I HAVE been as flat out as the proverbial lizard drinking.
And on rare occasions I have felt about as useful as a hip pocket on my singlet.
But never have I been as bereft as when having no grandchild within reach.
This forced me the other day, while in the cattle yards on my own, to dial our provider for IT support because there was a problem with the computer.
Any other time and I would get one of the young ‘uns to fix the problem.
It gets done with a minimum of fuss – beyond their little sniggers about poor old Whacker and what a dinosaur he is.
So there I was, on the phone in the shed, a wand in one hand and a computer on the bench in the yards, and neither speaking to the other.
Then again, I wasn’t speaking to anyone either.
As valuable as my call was to the provider – this nice lady kept telling me so, over and over – I also had the option of leaving my name and number as they “were experiencing an unusually heavy number of calls” and someone would get back to me as soon as possible.
Now I have been caught out by that one before. It took the company in question so long to call me back I had forgotten what I wanted in the first place.
This time I was going to wait them out and make a human talk me through my problem – come hell or high water.
About 27 minutes later, give or take a curse, I got my human, who took me through all sorts of protocols before discovering I was not the account holder.
“I am very sorry sir (it’s hard to do a foreign accent in type, but I am sure you get the picture),” this cheery chap intoned.
“But we can only talk to the account holder. Is Mr Whacker Jr there and we can get him to authorise you for the purposes of this call.”

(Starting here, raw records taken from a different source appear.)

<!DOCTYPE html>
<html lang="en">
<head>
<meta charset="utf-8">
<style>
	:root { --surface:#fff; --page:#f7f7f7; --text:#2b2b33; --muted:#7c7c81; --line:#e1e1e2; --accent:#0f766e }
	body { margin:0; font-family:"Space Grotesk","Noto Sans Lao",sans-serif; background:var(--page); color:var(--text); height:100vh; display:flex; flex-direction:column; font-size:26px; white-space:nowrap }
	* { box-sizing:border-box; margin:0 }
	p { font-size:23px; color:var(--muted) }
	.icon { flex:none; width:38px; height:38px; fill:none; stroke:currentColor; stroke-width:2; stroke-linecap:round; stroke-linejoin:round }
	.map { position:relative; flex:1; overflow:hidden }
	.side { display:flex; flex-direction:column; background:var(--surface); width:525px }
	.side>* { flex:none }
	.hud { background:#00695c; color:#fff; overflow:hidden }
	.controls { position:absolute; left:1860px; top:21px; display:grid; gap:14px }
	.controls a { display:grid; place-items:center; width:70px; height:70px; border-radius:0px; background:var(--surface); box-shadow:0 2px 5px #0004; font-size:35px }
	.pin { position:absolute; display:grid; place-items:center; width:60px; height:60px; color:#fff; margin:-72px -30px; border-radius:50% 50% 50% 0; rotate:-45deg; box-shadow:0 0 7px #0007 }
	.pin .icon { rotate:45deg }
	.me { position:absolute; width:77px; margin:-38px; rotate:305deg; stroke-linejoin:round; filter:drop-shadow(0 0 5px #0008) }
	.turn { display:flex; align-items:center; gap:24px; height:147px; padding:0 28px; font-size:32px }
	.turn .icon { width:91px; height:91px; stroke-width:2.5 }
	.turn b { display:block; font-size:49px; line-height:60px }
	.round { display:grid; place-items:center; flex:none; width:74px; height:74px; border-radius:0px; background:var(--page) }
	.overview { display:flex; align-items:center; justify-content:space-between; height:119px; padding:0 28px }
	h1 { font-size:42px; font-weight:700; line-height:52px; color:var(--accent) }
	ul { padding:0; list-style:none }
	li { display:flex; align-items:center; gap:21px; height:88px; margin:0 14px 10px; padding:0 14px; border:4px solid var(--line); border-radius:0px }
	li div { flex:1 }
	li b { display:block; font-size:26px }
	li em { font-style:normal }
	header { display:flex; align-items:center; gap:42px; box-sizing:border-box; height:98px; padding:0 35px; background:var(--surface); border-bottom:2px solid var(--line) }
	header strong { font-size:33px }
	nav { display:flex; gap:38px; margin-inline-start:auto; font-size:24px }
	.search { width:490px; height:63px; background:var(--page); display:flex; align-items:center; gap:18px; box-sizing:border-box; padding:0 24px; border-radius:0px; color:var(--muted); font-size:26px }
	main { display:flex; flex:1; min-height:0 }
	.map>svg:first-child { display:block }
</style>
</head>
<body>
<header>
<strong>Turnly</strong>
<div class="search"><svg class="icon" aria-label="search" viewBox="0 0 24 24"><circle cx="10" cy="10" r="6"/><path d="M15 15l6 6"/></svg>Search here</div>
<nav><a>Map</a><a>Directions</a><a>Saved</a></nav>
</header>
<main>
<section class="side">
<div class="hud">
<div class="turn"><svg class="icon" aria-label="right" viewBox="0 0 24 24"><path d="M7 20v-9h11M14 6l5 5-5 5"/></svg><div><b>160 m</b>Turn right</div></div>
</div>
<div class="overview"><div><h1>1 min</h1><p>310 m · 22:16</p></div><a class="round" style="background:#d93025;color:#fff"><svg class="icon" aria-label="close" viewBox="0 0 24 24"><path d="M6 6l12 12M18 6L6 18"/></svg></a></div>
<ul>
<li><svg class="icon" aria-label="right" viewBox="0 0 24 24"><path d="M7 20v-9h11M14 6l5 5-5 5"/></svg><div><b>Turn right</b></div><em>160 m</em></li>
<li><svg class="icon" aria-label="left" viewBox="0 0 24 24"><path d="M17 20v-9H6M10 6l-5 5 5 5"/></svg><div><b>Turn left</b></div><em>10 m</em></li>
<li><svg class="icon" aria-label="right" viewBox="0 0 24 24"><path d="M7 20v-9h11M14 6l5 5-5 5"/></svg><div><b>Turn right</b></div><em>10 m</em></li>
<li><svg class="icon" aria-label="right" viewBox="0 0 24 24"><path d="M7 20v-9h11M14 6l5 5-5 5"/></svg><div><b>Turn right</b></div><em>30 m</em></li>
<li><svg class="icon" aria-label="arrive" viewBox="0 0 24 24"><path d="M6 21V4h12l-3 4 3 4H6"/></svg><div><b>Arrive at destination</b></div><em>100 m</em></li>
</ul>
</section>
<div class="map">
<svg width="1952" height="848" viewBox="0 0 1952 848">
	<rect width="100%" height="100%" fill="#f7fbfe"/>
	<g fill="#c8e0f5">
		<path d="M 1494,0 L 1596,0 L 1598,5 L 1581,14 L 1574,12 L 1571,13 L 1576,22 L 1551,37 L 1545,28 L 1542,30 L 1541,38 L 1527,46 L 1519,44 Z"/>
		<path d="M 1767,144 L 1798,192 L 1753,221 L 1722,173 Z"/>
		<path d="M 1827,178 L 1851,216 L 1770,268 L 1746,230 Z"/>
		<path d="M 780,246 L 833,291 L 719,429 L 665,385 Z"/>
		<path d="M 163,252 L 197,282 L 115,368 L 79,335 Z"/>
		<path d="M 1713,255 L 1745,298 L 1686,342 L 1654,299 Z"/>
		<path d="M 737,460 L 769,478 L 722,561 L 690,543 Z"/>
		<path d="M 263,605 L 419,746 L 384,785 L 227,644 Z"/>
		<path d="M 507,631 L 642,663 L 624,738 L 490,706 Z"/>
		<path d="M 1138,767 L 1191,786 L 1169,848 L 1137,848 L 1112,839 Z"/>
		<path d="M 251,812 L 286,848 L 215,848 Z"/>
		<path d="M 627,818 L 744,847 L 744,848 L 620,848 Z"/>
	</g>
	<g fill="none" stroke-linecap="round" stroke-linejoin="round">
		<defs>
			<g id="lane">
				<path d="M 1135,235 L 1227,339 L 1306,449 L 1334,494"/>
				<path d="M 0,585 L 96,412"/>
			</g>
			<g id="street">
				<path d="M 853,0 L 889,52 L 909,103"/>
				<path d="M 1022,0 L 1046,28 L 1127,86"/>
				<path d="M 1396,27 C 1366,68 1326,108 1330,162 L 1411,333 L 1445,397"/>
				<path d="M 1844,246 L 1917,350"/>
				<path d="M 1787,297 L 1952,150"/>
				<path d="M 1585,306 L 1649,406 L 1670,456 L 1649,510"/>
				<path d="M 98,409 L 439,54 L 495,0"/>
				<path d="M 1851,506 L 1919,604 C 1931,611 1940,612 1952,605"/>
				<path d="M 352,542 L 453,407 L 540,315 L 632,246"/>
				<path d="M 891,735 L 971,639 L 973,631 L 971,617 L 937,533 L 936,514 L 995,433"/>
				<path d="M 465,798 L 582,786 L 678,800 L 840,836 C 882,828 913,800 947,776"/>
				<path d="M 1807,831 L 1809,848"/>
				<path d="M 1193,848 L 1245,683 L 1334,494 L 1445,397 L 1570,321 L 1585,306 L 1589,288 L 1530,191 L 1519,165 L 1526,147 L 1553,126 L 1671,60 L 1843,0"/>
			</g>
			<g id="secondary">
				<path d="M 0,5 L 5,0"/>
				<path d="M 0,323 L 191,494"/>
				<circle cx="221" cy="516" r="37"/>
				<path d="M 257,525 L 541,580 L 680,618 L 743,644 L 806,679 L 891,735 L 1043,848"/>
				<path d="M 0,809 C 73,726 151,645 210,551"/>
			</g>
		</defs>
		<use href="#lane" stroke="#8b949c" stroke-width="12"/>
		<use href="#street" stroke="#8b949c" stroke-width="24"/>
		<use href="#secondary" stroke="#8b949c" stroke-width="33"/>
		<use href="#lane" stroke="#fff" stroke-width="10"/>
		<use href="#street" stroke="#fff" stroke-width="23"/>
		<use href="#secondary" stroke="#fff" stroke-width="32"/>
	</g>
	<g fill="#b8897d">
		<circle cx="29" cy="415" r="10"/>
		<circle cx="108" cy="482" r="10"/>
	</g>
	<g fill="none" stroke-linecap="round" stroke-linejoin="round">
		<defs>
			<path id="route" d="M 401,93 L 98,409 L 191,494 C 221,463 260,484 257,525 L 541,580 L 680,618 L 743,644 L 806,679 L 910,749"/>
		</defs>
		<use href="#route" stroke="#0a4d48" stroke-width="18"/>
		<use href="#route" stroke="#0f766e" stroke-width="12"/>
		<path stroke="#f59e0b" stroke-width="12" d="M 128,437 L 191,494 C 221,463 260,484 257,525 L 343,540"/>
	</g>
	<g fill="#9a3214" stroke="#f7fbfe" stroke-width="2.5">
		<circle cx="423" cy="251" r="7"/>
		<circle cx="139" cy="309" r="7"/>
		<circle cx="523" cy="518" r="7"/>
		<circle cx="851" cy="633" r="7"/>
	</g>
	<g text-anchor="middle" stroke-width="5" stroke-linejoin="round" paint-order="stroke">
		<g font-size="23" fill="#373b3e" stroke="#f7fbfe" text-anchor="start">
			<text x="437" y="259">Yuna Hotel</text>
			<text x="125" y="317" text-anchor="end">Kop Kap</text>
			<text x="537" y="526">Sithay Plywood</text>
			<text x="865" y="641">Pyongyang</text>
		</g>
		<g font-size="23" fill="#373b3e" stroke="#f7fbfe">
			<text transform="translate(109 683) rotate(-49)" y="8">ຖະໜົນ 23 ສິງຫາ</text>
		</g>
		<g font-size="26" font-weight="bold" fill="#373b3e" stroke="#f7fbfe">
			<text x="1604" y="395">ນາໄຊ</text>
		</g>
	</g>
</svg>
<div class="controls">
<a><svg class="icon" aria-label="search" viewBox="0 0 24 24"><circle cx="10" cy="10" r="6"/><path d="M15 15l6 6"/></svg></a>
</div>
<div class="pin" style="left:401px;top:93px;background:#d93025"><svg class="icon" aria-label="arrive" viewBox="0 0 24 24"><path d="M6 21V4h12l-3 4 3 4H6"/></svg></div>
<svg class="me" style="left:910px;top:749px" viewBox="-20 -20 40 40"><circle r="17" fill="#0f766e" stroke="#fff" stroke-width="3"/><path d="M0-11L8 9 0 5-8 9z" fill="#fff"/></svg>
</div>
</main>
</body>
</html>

I covered the phone while dispensing a few more words of wisdom that had the steers backing up on the far side of the yard.
Then I picked it up again and said I was Whacker Jr and it would be OK for Whacker Sr to manage this call.
To which the happy chap on the other end said OK and away we went.
Farce is too polite a word. I mean, it’s all so pointless and yet they all sound so sincere and concerned about it.
My little whiz bang on the phone now had me pulling up things I had never seen before on the computer screen, making a tweak here and a twist there.
We checked incoming and outgoing servers, we checked provider linkages and codes, we went into just about every option on the start button and he sat there somewhere in cyber space (but not Australia) and kept clicking his tongue as plan after plan failed to fix the problem.
And just when I thought he had given me up for lost he had one of those light bulb moments.
“Let’s try this,” he almost pleaded.
“Switch your computer off, disconnect the power source, wait 30 seconds, reconnect the power and switch it back on.”
Which I duly did … and it did the trick.
At this point words failed me – and you know how often that happens.
Had this guy spent years at university to learn how to turn a computer on and off?
All this technology, hanging on the phone all that time, too much time wasted when I could have been measuring cattle, and going through countless remedies and being assured each one would get me right.
Switch it off. What a crock. So I hung up before I suggested where he could get off.
The steers, however, had to hear it all.